Monday, November 01, 2021

Preimplantation Genetic Testing for Aneuploidy: New Methods and Higher Pregnancy Rates


[ NOTE ADDED NOVEMBER 12 2021: Research seminar videos from ASRM are embargoed until 12/31. So this video will not be available until then. ]

This talk describes a study of PGT-A (Preimplantation Genetic Testing - Aneuploidy, i.e., testing for chromosomal normality) using 2 different methods: NGS vs the new SNP array platform (LifeView) developed by my startup Genomic Prediction. 

The SNP array platform allows very accurate genotyping of each embryo at ~1 million locations in the genome, and the subsequent bioinformatic analysis produces a much more accurate prediction of chromosomal normality than the older methods. 

Millions of embryos are screened each year using PGT-A, about 60% of all IVF embryos in the US. 

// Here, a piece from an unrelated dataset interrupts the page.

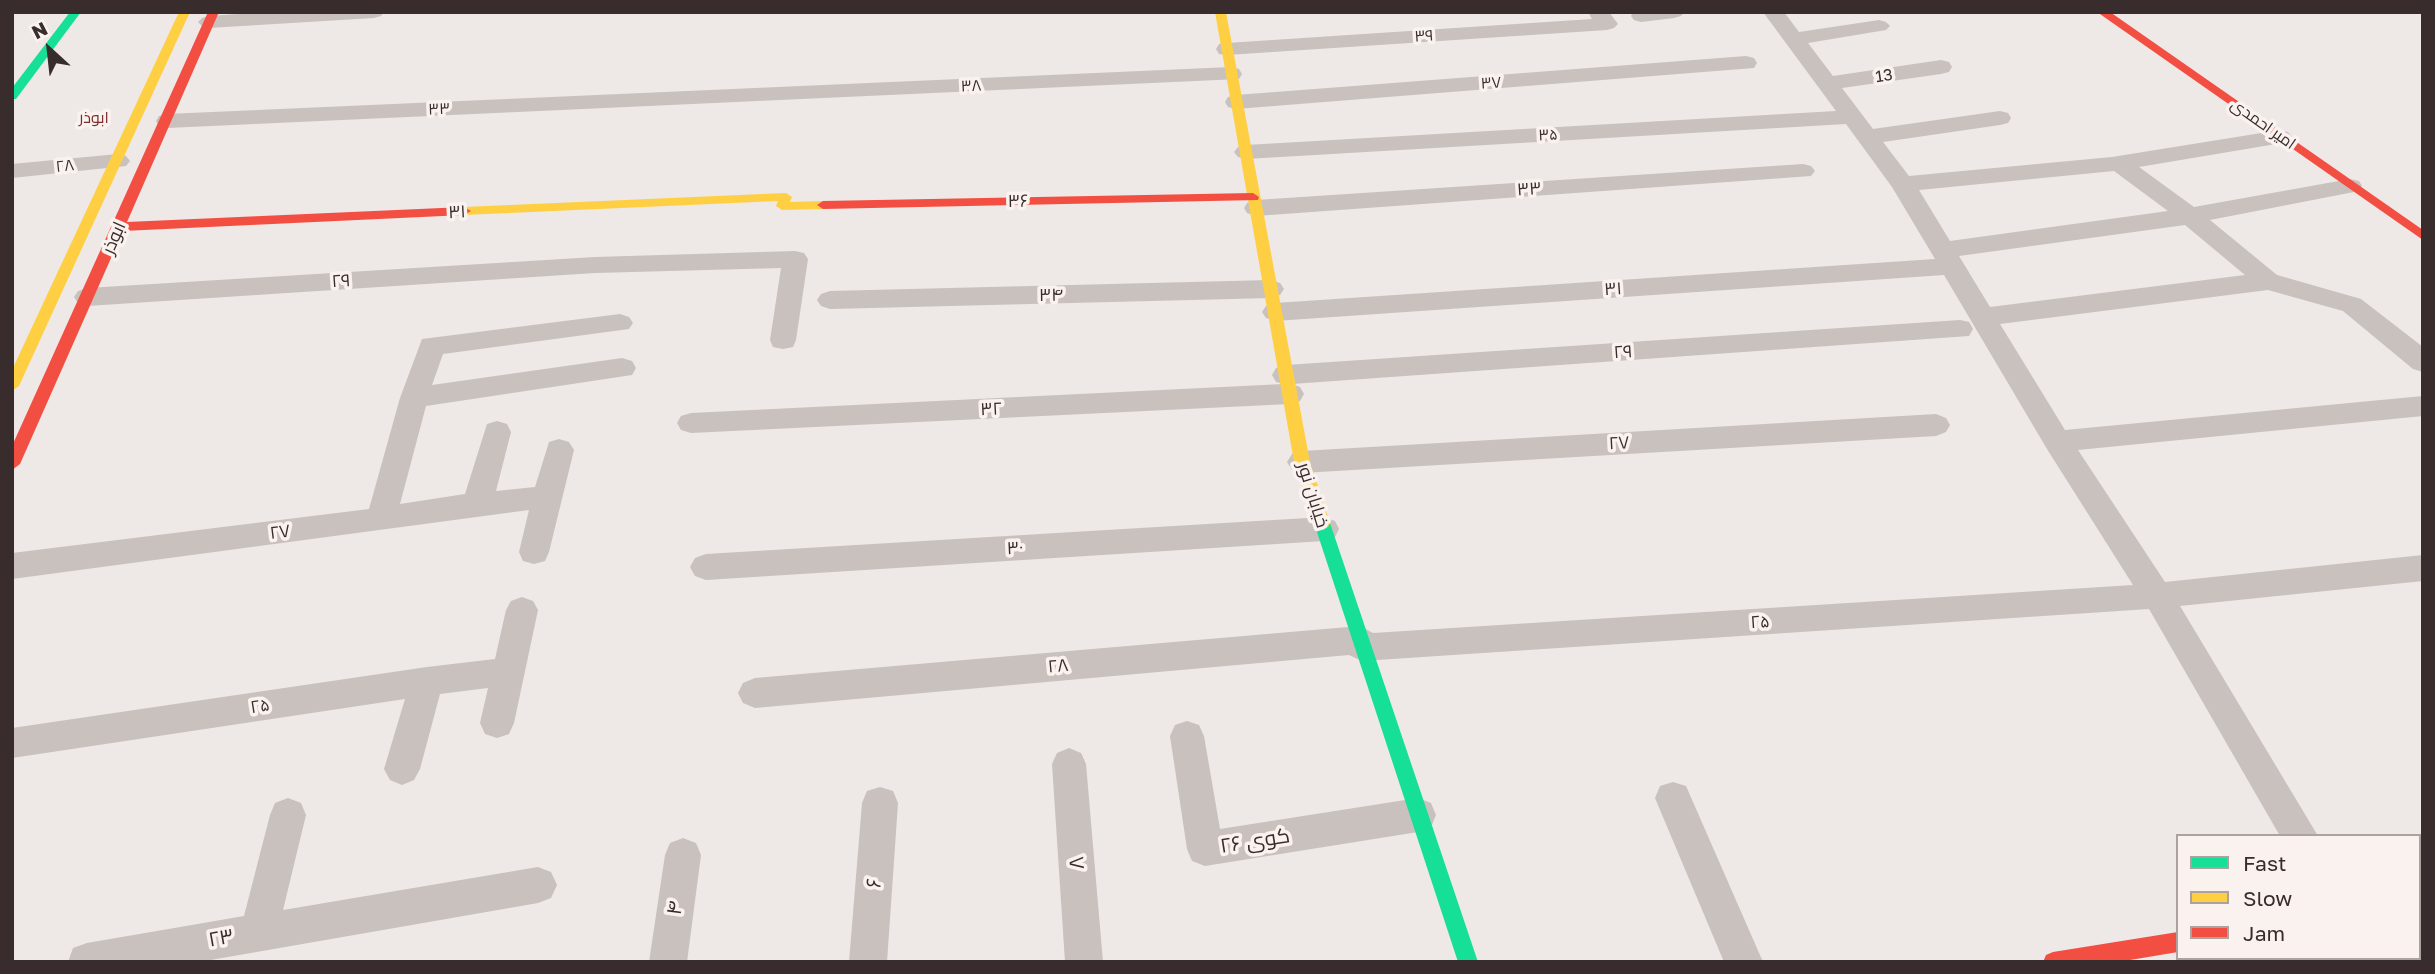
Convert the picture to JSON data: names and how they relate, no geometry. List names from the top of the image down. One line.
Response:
{"streets":{"street":["۳۹","13","۳۷","۳۸","۳۳","امیر احمدی","۳۵","۲۸","۳۶","۳۱","ابوذر","۲۹","۳۴","۳۲","۲۷","خیابان نور","۳۰","۲۵","کوی ۲۶","۸","۶","۴","۲۳"]},"crossings":[["۳۹","خیابان نور"],["۳۷","خیابان نور"],["۳۸","۳۳"],["۳۸","خیابان نور"],["۳۳","۳۶"],["۳۳","ابوذر"],["۳۳","خیابان نور"],["امیر احمدی","۳۱"],["۳۵","خیابان نور"],["۲۸","ابوذر"],["۲۸","خیابان نور"],["۲۸","۲۵"],["۳۶","۳۱"],["۳۶","خیابان نور"],["۳۱","ابوذر"],["۳۱","۳۴"],["۳۱","خیابان نور"],["ابوذر","۲۹"],["۲۹","۳۲"],["۲۹","خیابان نور"],["۳۴","خیابان نور"],["۳۲","خیابان نور"],["۲۷","خیابان نور"],["خیابان نور","۳۰"],["خیابان نور","۲۵"],["خیابان نور","کوی ۲۶"]],"districts":["ابوذر"],"legend":["Fast","Slow","Jam"],"north":"top left"}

Klaus Wiemer is the laborator director for POMA fertility near Seattle. He conducted this study independently, without informing Genomic Prediction. There are ~3000 embryos in the dataset, all biopsied at POMA and samples allocated to three testing labs A,B,C using the two different methods. The family demographics (e.g., maternal age) were similar in all three groups. Lab B is Genomic Prediction and A,C are two of the largest IVF testing labs in the world, using NGS.

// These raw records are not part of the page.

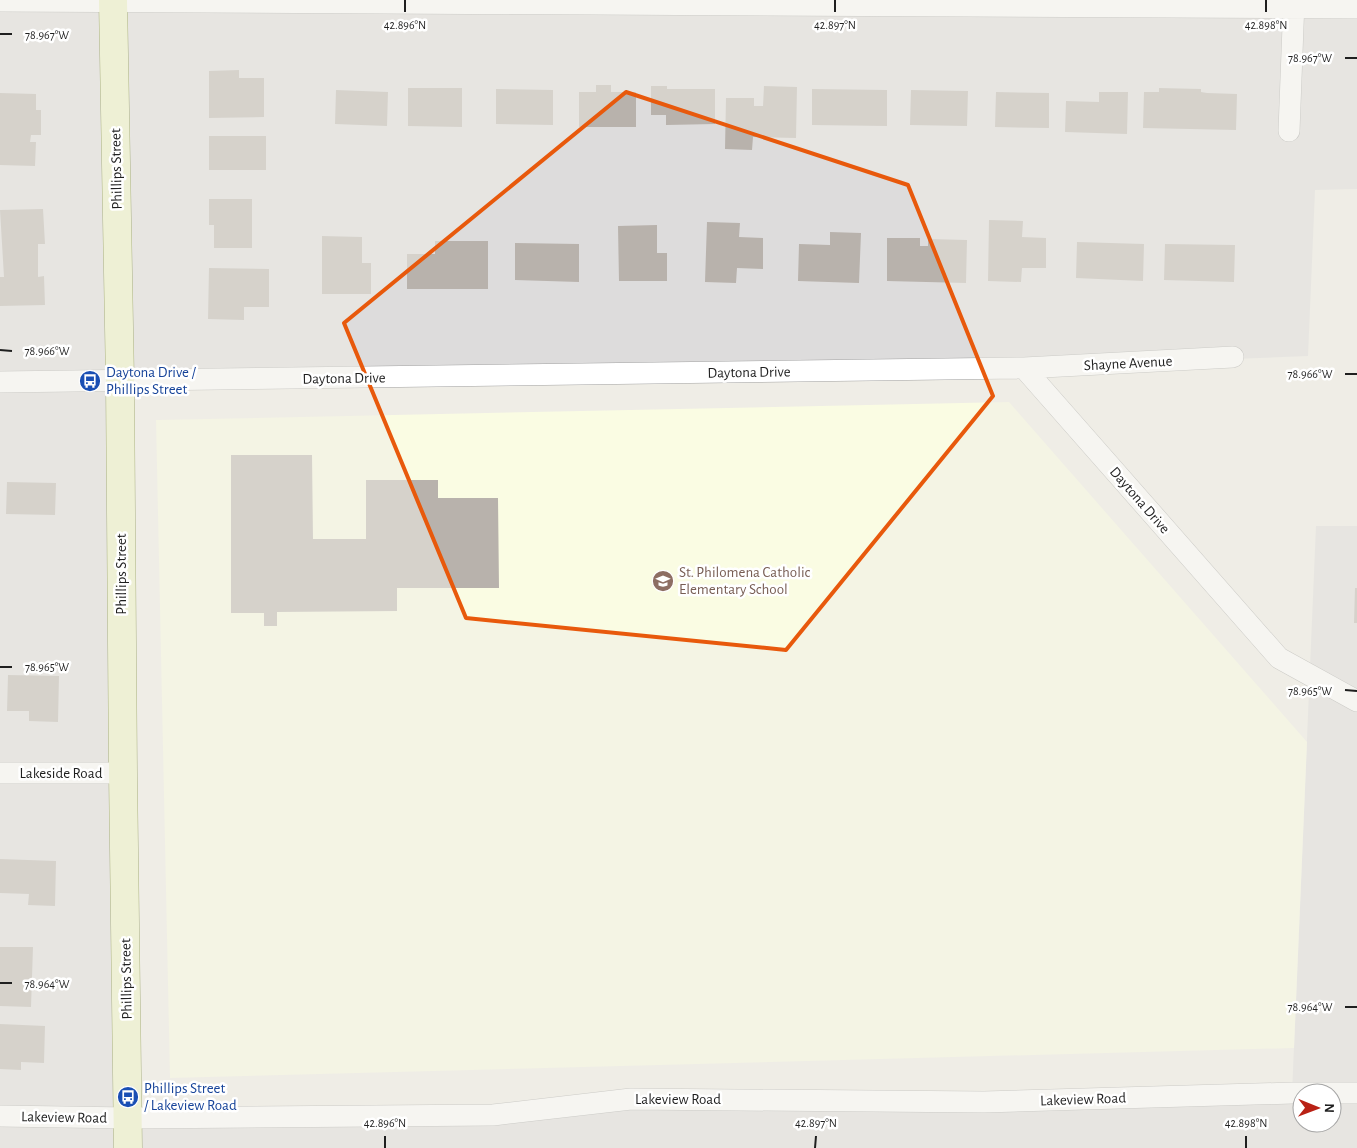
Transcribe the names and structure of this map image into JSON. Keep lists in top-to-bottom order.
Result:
{
  "streets": {
    "street": [
      "Phillips Street",
      "Shayne Avenue",
      "Daytona Drive",
      "Lakeside Road",
      "Lakeview Road"
    ]
  },
  "crossings": [
    ["Phillips Street", "Daytona Drive"],
    ["Phillips Street", "Lakeside Road"],
    ["Phillips Street", "Lakeview Road"],
    ["Shayne Avenue", "Daytona Drive"]
  ],
  "places": {
    "bus stop": ["Daytona Drive / Phillips Street", "Phillips Street / Lakeview Road"],
    "school or university": ["St. Philomena Catholic Elementary School"]
  },
  "north": "right",
  "coordinates": [
    "42.896°N",
    "42.897°N",
    "42.898°N",
    "78.967°W",
    "78.966°W",
    "78.965°W",
    "78.964°W"
  ]
}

The results imply lower false-positive rates, lower false-negative rates, and higher accuracy overall from our methods. These lead to a significantly higher pregnancy success rate.

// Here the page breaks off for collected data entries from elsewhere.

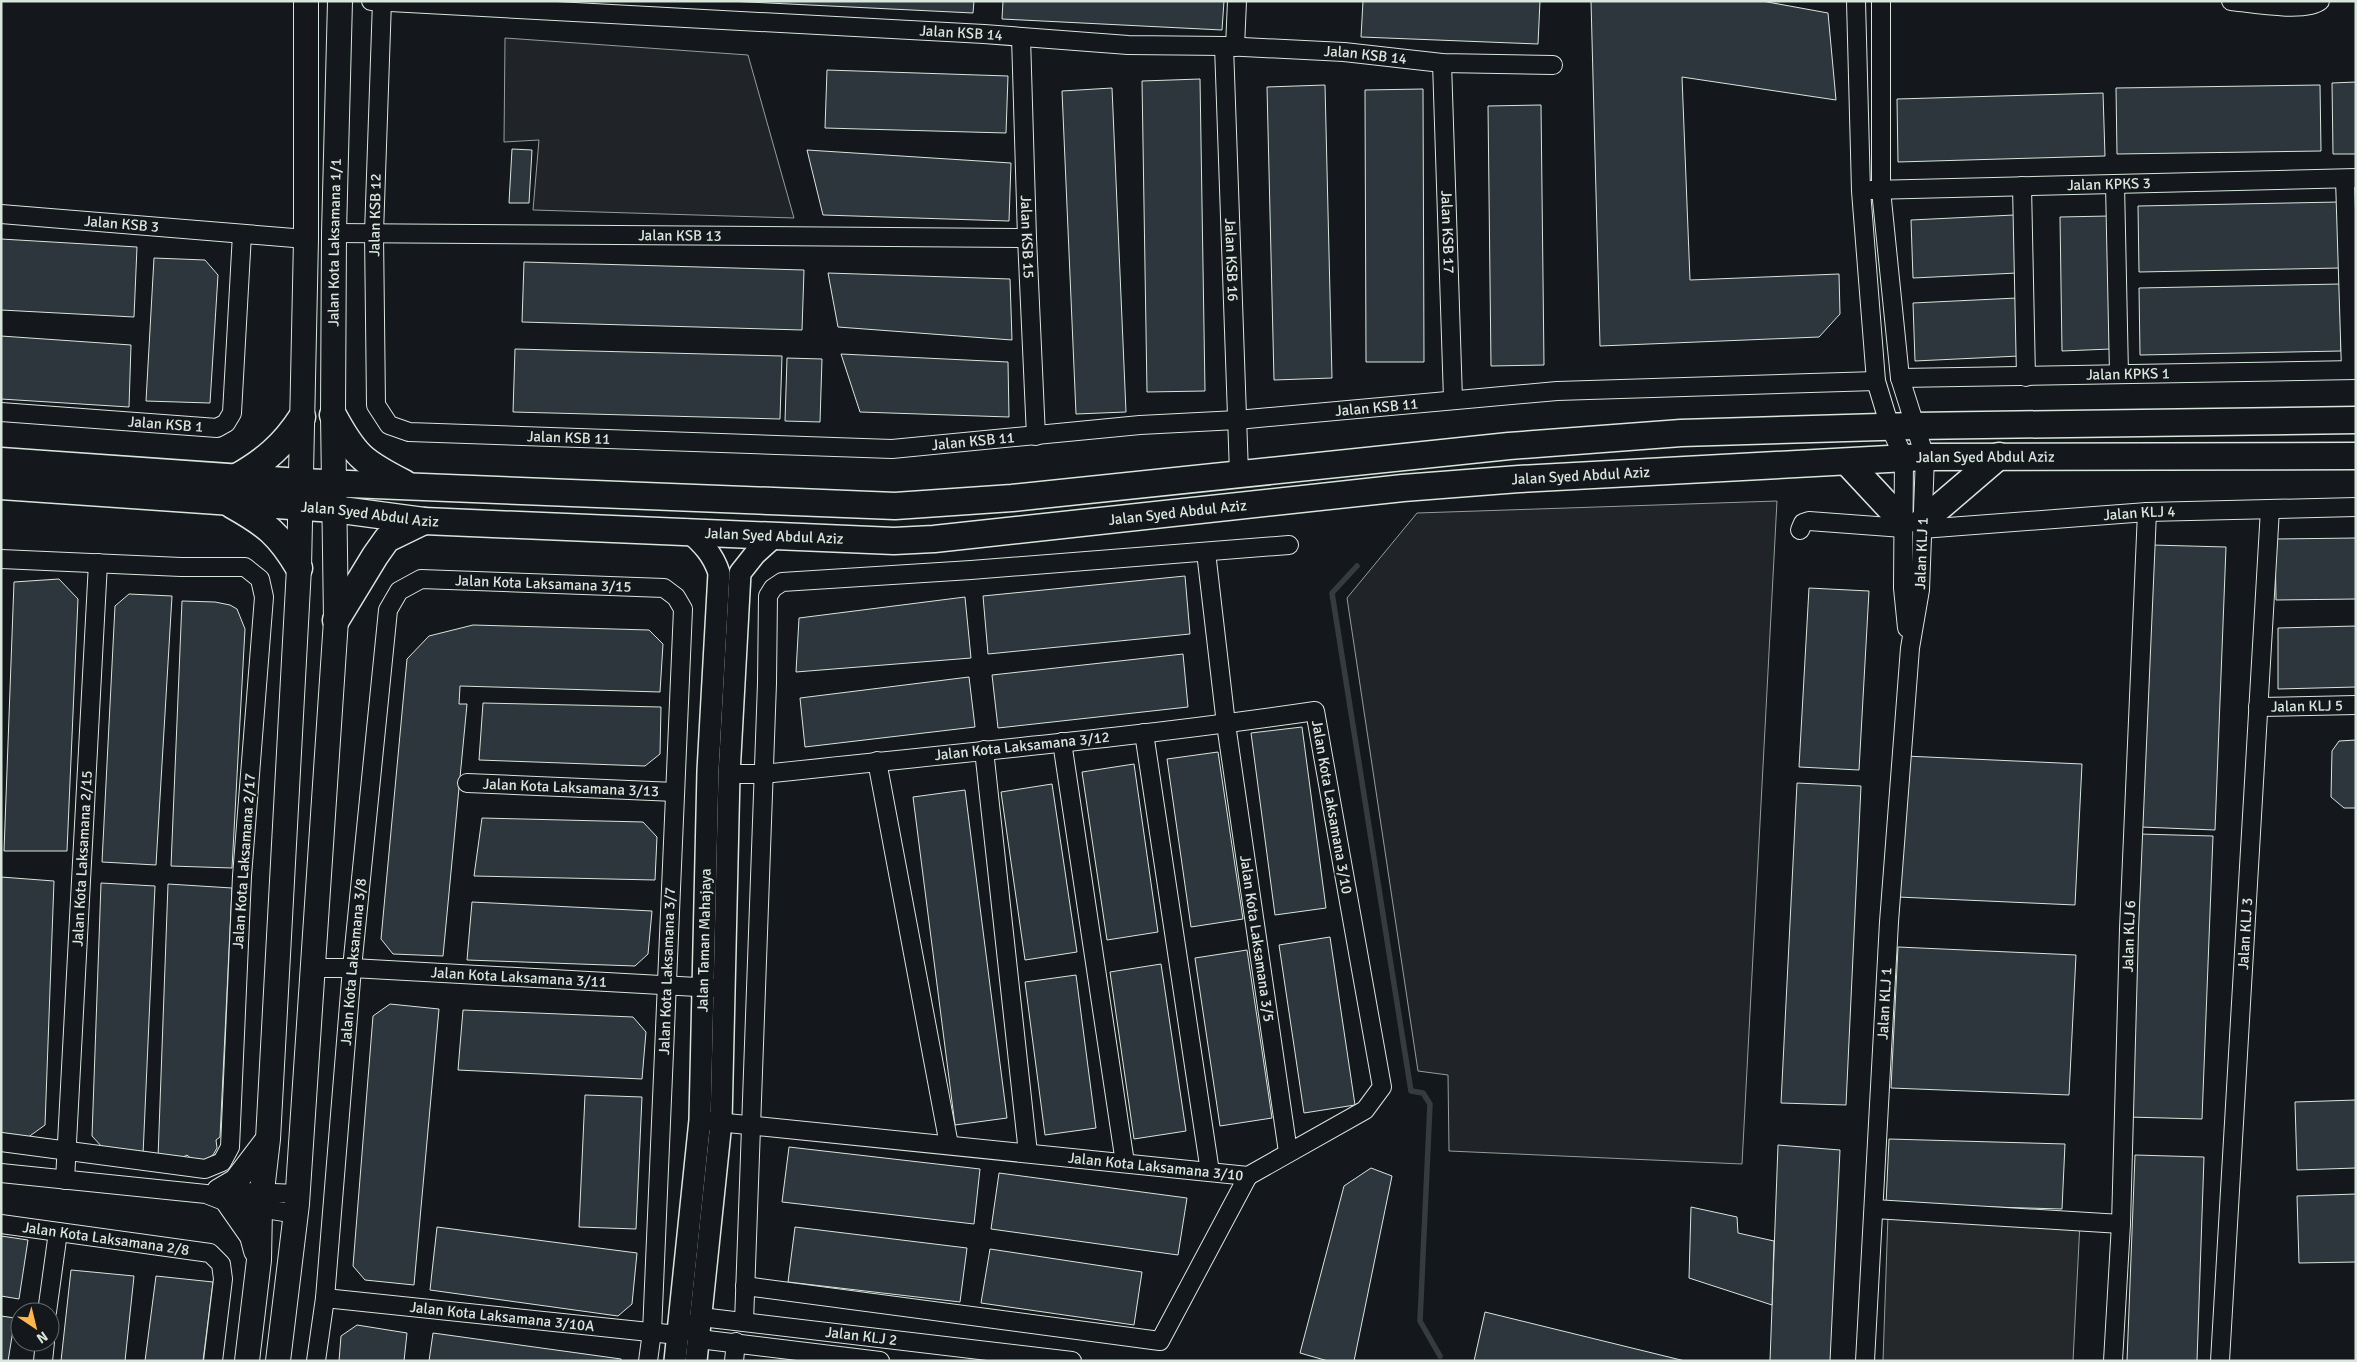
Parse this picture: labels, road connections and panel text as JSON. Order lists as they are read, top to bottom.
{
  "streets": {
    "main road": ["Jalan Kota Laksamana 1/1", "Jalan Syed Abdul Aziz"],
    "street": [
      "Jalan KSB 14",
      "Jalan KPKS 3",
      "Jalan KSB 12",
      "Jalan KSB 3",
      "Jalan KSB 17",
      "Jalan KSB 13",
      "Jalan KSB 15",
      "Jalan KSB 16",
      "Jalan KPKS 1",
      "Jalan KSB 11",
      "Jalan KSB 1",
      "Jalan KLJ 4",
      "Jalan KLJ 1",
      "Jalan Kota Laksamana 3/15",
      "Jalan KLJ 5",
      "Jalan Kota Laksamana 3/12",
      "Jalan Kota Laksamana 3/13",
      "Jalan Kota Laksamana 3/10",
      "Jalan Kota Laksamana 2/15",
      "Jalan Kota Laksamana 2/17",
      "Jalan KLJ 3",
      "Jalan KLJ 6",
      "Jalan Kota Laksamana 3/5",
      "Jalan Taman Mahajaya",
      "Jalan Kota Laksamana 3/8",
      "Jalan Kota Laksamana 3/7",
      "Jalan Kota Laksamana 3/11",
      "Jalan Kota Laksamana 2/8",
      "Jalan Kota Laksamana 3/10A",
      "Jalan KLJ 2"
    ]
  },
  "crossings": [
    ["Jalan KSB 14", "Jalan KSB 12"],
    ["Jalan KSB 14", "Jalan KSB 17"],
    ["Jalan KSB 14", "Jalan KSB 15"],
    ["Jalan KSB 14", "Jalan KSB 16"],
    ["Jalan KSB 12", "Jalan KSB 13"],
    ["Jalan KSB 12", "Jalan KSB 11"],
    ["Jalan KSB 3", "Jalan Kota Laksamana 1/1"],
    ["Jalan KSB 3", "Jalan KSB 1"],
    ["Jalan KSB 17", "Jalan KSB 11"],
    ["Jalan KSB 13", "Jalan KSB 15"],
    ["Jalan KSB 13", "Jalan Kota Laksamana 1/1"],
    ["Jalan KSB 15", "Jalan KSB 11"],
    ["Jalan Kota Laksamana 1/1", "Jalan Syed Abdul Aziz"],
    ["Jalan Kota Laksamana 1/1", "Jalan Kota Laksamana 3/11"],
    ["Jalan KSB 16", "Jalan KSB 11"],
    ["Jalan KSB 16", "Jalan Syed Abdul Aziz"],
    ["Jalan Syed Abdul Aziz", "Jalan KLJ 1"],
    ["Jalan Syed Abdul Aziz", "Jalan Taman Mahajaya"],
    ["Jalan KLJ 4", "Jalan KLJ 1"],
    ["Jalan KLJ 4", "Jalan KLJ 3"],
    ["Jalan KLJ 4", "Jalan KLJ 6"],
    ["Jalan Kota Laksamana 3/15", "Jalan Kota Laksamana 3/8"],
    ["Jalan Kota Laksamana 3/15", "Jalan Kota Laksamana 3/7"],
    ["Jalan KLJ 5", "Jalan KLJ 3"],
    ["Jalan Kota Laksamana 3/12", "Jalan Kota Laksamana 3/10"],
    ["Jalan Kota Laksamana 3/12", "Jalan Kota Laksamana 3/5"],
    ["Jalan Kota Laksamana 3/12", "Jalan Taman Mahajaya"],
    ["Jalan Kota Laksamana 3/13", "Jalan Kota Laksamana 3/7"],
    ["Jalan Kota Laksamana 3/10", "Jalan Kota Laksamana 3/5"],
    ["Jalan Kota Laksamana 3/10", "Jalan Taman Mahajaya"],
    ["Jalan Kota Laksamana 2/15", "Jalan Kota Laksamana 2/17"],
    ["Jalan Taman Mahajaya", "Jalan Kota Laksamana 3/11"],
    ["Jalan Taman Mahajaya", "Jalan Kota Laksamana 3/10A"],
    ["Jalan Taman Mahajaya", "Jalan KLJ 2"],
    ["Jalan Kota Laksamana 3/8", "Jalan Kota Laksamana 3/11"],
    ["Jalan Kota Laksamana 3/8", "Jalan Kota Laksamana 3/10A"],
    ["Jalan Kota Laksamana 3/7", "Jalan Kota Laksamana 3/11"],
    ["Jalan Kota Laksamana 3/7", "Jalan Kota Laksamana 3/10A"],
    ["Jalan Kota Laksamana 3/10A", "Jalan KLJ 2"]
  ],
  "north": "bottom right"
}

The new technology has the potential to help millions of families all over the world.
 
Comparison of Outcomes from Concurrent Use of 3 Different PGT-A Laboratories 
Oct 18 2021 annual meeting of the American Society for Reproductive Medicine (ASRM) 
Klaus Wiemer, PhD

While Down Syndrome population incidence (i.e., in babies born) is only ~1 percent, the incidence of aneuploidy in embryos is much higher. Aneuploidy is more likely to result in a failed pregnancy than in the birth of a Downs baby -- e.g., because the embryo fails to implant, or does not develop properly during the pregnancy. 

False positives mean fewer healthy embryos available for transfer, while false negatives mean that problematic embryos are transferred. Both of these screening accuracies affect the overall pregnancy success rate.